This article was first published on D+C.
For more than a decade, there has been much talk of middle classes in the global south – including in development studies regarding Africa. But who exactly is middle class? Henning Melber explores the concept in this blog post on D+C.
“The middle classes of the Global South became a focus of attention mainly because of the changes economic growth brought about in the social structure of developing countries. In East and Southeast Asia (especially in China), progressing industrialisation rapidly lifted ever more people out of poverty. However, a precarious minimum income was all it took to be considered middle class. The fact that groups in the lower rungs of this broadly defined middle class live in anything but stable circumstances is often ignored. Raphael Kaplinsky of the British Open University dryly remarked in 2014 that the middle class now seemed to include anyone not suffering hunger.”
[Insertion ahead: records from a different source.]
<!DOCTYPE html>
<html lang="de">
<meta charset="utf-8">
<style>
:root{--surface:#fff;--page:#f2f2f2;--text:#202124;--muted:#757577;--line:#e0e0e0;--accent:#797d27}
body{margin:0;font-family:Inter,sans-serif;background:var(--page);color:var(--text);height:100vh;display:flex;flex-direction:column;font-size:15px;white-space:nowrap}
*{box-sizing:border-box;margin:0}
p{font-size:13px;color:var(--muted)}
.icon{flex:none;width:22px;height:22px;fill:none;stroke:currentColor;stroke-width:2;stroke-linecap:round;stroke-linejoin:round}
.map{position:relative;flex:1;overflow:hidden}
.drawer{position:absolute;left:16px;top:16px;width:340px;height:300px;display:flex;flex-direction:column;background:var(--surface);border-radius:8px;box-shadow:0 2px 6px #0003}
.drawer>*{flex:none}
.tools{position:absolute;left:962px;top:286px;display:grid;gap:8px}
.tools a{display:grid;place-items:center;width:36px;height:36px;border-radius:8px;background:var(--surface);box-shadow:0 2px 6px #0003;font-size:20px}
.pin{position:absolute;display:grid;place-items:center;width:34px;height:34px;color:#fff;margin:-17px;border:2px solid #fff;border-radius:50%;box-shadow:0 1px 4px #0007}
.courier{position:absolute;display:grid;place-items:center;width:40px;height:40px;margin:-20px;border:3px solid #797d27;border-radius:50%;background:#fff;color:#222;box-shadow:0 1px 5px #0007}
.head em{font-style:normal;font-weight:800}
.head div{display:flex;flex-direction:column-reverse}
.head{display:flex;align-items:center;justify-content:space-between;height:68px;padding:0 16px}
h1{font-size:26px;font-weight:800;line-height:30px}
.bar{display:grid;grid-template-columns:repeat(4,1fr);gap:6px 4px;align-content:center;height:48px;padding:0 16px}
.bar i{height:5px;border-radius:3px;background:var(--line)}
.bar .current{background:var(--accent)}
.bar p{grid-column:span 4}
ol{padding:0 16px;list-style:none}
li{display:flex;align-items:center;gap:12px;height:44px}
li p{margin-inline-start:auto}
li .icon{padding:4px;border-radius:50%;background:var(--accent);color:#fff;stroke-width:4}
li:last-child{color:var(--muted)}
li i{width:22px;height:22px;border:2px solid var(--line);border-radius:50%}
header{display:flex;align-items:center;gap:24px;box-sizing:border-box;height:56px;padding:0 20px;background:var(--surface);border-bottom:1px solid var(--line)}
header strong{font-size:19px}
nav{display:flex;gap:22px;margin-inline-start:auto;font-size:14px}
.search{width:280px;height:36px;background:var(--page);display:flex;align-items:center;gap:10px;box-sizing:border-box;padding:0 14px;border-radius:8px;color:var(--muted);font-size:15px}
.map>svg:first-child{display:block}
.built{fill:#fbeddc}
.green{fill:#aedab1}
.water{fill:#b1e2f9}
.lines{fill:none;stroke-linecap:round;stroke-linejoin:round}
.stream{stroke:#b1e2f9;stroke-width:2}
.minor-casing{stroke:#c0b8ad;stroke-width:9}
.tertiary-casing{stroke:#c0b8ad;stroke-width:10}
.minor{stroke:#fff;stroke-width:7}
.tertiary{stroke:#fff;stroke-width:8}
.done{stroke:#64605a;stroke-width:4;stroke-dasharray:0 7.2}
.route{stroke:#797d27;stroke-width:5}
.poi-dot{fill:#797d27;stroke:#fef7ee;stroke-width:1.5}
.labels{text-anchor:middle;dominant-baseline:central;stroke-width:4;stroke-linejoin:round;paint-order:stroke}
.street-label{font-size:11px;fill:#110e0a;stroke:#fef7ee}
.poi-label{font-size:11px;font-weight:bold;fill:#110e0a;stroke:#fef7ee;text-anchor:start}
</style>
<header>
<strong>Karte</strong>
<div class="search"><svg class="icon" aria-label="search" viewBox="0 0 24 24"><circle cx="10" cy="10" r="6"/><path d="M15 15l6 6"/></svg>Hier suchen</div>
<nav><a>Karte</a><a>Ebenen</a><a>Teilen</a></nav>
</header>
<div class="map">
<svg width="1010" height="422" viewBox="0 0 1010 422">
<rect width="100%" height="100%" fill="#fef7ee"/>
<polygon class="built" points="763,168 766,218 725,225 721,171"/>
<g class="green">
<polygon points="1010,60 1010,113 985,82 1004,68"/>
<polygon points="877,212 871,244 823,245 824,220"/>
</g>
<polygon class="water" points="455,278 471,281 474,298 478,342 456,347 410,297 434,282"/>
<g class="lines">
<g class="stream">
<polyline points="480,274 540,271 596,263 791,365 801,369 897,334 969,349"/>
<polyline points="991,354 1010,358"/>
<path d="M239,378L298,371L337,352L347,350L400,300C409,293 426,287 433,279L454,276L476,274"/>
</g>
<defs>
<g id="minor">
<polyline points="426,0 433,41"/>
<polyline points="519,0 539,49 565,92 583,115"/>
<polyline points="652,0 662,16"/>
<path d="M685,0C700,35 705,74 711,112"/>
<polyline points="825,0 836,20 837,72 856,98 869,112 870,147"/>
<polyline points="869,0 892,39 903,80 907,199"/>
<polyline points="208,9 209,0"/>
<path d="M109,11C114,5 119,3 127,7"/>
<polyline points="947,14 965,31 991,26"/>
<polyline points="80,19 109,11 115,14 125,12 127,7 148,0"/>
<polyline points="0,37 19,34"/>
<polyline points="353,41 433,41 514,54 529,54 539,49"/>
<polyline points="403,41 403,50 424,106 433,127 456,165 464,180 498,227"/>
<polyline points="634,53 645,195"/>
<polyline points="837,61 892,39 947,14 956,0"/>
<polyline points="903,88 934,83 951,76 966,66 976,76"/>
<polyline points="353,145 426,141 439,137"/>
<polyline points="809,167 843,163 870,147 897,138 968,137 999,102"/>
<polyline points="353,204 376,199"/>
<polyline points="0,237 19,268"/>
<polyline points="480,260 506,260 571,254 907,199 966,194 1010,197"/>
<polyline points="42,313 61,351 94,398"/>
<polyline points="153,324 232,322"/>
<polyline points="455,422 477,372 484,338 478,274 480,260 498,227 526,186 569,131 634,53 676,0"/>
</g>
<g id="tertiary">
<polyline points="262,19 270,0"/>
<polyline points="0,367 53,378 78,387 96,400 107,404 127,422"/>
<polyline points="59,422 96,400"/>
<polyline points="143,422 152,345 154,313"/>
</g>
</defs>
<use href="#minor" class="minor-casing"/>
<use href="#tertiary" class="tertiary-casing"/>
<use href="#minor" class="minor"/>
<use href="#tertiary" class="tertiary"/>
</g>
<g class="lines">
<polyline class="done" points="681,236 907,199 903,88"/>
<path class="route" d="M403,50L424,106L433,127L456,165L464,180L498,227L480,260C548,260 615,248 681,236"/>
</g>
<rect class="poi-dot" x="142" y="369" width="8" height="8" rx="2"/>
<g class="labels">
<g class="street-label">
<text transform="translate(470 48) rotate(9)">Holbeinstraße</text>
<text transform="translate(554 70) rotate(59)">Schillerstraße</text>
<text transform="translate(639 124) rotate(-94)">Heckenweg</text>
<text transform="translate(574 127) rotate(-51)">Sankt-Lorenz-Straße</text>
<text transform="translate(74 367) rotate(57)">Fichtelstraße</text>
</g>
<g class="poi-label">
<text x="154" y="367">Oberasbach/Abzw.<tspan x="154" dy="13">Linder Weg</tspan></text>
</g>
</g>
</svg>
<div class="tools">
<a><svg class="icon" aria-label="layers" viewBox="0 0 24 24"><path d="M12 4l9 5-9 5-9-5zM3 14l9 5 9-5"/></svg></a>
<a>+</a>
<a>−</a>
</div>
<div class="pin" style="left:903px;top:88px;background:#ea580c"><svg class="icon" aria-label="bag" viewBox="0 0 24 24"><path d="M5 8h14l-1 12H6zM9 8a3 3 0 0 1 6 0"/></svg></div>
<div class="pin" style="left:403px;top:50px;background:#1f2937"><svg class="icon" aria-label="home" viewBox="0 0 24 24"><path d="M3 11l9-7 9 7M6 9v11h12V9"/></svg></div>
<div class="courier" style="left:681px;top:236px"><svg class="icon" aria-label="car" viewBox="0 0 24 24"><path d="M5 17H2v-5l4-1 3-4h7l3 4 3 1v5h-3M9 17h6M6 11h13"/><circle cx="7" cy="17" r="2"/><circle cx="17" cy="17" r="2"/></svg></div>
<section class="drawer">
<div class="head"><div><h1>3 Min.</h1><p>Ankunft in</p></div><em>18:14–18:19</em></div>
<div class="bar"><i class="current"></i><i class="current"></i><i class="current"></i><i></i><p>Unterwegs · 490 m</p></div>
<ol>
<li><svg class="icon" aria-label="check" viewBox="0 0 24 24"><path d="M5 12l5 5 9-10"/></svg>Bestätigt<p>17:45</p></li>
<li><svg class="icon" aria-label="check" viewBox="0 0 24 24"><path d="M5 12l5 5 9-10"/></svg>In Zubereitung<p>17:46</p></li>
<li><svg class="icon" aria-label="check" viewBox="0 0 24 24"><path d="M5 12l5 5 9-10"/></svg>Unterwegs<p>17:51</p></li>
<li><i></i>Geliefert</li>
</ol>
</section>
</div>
“However, the soaring expectations turned out to be wishful thinking. The reality is a far cry from the myth of a large, cohesive and progressive middle class.”
What are the key characteristics of a middle class? The term is not clearly defined. Playing statistical games with income data is all too simplistic.
“Regardless of many valid objections, it makes sense to pay attention to Africa’s middle classes. Their actual size and substance need to be examined more closely from both an economic and political angle. For doing to, inspiration could be usefully drawn from Marxian class theory. Its focus is on who owns the means of production – and that determines who depends on whom economically. Tackling this matter would help demythologise the concept of middle class.”